BEGIN Input
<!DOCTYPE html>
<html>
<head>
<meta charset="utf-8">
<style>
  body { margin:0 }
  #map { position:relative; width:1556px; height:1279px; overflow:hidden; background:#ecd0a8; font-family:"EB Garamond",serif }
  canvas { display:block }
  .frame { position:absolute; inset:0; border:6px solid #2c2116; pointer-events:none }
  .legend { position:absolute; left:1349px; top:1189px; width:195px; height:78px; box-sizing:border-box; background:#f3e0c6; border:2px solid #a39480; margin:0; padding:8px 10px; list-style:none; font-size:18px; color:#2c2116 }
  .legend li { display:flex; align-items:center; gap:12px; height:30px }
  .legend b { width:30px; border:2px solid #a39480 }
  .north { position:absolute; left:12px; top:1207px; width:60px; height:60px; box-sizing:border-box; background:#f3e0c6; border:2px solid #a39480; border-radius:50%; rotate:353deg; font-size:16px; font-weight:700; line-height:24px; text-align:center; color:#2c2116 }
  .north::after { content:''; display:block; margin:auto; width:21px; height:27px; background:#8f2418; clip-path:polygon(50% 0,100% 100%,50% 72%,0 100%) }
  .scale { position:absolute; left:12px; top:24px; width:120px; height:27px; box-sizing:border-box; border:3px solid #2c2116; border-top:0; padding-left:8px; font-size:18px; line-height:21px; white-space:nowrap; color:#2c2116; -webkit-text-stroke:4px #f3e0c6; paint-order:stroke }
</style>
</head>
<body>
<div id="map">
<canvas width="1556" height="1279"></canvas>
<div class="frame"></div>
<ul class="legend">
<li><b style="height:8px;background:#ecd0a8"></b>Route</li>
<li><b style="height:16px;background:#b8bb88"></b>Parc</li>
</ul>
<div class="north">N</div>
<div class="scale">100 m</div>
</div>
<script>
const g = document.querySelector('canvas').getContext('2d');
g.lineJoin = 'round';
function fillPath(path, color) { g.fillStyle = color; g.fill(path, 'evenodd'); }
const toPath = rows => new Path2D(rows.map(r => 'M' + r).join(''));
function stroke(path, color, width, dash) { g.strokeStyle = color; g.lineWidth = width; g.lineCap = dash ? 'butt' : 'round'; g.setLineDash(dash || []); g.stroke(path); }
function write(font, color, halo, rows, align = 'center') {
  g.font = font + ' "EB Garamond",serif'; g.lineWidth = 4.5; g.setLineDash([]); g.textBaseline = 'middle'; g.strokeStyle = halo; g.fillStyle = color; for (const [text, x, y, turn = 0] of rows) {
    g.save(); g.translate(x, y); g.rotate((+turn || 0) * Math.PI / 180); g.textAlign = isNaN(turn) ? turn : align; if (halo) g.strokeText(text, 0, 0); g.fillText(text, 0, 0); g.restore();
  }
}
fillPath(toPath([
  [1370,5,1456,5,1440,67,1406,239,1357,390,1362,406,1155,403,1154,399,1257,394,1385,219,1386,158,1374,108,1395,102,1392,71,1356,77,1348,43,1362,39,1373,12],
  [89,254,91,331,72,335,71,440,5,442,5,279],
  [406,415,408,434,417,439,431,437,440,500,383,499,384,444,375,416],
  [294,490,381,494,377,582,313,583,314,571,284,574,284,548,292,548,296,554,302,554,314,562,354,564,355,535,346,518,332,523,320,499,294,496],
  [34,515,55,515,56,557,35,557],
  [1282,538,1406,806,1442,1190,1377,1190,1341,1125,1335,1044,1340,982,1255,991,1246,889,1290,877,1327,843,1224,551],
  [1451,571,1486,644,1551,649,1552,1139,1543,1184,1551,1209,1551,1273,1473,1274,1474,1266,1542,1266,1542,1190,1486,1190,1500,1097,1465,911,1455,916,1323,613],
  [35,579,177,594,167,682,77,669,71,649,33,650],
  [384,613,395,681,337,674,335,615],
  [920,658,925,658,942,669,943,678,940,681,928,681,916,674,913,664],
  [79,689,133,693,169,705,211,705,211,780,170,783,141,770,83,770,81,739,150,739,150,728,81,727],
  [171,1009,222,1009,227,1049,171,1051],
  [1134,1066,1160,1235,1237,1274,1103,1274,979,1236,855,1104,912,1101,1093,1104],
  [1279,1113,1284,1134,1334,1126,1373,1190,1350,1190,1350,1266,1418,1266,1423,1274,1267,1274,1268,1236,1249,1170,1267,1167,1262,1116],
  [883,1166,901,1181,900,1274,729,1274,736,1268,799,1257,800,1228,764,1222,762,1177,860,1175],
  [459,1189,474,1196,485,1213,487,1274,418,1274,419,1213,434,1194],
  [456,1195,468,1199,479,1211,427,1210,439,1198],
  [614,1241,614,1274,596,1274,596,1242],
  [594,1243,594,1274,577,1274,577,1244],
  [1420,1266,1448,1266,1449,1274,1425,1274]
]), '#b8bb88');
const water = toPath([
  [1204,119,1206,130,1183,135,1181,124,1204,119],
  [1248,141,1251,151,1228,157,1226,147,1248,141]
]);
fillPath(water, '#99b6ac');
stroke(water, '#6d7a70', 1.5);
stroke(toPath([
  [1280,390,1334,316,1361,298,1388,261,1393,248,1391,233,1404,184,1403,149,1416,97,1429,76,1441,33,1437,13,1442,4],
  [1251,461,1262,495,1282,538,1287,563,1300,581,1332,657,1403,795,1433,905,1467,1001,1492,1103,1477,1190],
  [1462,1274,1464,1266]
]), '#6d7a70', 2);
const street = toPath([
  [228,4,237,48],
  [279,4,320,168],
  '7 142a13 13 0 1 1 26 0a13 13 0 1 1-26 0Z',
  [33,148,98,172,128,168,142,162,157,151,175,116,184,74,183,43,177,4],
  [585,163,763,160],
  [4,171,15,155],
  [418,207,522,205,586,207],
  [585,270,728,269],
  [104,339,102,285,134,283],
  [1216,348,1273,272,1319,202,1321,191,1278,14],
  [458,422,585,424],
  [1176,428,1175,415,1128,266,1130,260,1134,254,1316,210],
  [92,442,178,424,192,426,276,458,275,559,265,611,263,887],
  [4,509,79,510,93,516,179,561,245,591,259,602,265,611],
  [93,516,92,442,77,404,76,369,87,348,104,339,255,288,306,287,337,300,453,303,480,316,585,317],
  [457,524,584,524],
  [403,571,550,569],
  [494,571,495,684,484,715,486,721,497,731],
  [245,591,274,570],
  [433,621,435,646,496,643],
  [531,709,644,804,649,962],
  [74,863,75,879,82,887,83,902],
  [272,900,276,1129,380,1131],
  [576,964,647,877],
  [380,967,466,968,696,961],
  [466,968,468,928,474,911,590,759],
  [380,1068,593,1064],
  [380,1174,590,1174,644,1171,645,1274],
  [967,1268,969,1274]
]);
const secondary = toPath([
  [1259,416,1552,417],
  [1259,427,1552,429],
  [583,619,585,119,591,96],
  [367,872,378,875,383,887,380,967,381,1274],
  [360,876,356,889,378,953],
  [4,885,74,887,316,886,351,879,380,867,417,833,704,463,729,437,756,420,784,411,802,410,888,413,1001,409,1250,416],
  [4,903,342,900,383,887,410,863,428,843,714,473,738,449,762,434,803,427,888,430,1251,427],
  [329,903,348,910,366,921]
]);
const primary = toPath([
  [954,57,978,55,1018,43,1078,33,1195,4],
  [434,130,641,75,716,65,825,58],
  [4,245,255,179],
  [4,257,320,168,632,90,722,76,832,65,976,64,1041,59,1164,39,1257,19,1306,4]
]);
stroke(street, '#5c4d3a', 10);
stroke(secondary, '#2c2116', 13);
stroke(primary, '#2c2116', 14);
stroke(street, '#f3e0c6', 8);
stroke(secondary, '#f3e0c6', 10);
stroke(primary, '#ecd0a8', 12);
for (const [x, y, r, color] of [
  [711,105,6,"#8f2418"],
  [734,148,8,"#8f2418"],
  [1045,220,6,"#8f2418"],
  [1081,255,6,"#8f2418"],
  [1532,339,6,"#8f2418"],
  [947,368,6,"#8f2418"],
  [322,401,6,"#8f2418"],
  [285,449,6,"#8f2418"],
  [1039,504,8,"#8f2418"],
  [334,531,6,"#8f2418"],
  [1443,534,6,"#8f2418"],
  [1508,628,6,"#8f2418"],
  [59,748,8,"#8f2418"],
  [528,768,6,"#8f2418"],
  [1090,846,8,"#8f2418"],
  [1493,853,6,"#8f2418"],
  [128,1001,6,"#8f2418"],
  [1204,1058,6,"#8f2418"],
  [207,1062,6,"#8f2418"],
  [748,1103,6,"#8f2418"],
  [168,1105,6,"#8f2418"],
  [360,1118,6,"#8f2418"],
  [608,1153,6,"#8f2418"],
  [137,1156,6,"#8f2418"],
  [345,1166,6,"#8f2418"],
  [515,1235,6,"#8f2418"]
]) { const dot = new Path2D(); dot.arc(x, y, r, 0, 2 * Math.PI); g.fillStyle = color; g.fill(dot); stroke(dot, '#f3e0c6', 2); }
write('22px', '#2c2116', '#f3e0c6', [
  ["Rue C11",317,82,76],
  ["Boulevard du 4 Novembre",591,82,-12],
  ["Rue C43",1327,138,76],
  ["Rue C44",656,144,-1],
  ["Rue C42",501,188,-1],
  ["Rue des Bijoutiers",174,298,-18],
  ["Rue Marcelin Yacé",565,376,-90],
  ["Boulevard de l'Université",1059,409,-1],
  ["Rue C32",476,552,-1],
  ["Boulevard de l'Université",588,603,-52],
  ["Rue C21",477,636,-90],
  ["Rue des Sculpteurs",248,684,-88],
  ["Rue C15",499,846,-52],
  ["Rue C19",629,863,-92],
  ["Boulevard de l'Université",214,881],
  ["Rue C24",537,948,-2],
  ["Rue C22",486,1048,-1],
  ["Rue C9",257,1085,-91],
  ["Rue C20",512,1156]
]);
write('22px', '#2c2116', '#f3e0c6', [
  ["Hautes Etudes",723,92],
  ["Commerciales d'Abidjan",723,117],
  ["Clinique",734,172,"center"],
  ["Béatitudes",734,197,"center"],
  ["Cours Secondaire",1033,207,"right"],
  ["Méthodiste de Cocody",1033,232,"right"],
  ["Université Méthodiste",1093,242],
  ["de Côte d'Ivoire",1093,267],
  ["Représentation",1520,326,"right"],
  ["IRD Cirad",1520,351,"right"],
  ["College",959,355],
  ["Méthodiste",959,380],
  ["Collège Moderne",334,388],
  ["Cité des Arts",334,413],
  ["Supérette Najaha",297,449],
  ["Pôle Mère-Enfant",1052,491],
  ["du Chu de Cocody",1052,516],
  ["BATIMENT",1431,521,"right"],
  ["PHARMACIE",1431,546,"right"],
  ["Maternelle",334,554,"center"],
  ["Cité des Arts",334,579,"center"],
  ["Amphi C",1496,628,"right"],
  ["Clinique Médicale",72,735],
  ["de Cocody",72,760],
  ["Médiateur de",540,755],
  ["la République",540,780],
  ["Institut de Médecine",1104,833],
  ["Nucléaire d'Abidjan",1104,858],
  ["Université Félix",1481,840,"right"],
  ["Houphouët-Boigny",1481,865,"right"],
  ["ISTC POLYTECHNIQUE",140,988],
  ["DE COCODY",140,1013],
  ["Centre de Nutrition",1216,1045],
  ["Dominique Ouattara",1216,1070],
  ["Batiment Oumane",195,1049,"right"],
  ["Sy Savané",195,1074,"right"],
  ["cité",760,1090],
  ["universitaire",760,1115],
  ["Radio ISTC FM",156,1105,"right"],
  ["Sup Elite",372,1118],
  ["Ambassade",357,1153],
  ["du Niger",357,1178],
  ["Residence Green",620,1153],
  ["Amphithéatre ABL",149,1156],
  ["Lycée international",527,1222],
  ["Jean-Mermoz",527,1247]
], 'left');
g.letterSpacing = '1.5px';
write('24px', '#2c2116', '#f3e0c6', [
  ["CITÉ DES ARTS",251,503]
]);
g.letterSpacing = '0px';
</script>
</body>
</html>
END Input
Exercise description: Your answer should be a single number: how many lines of the material contain "canvas".

Answer for this exercise: 3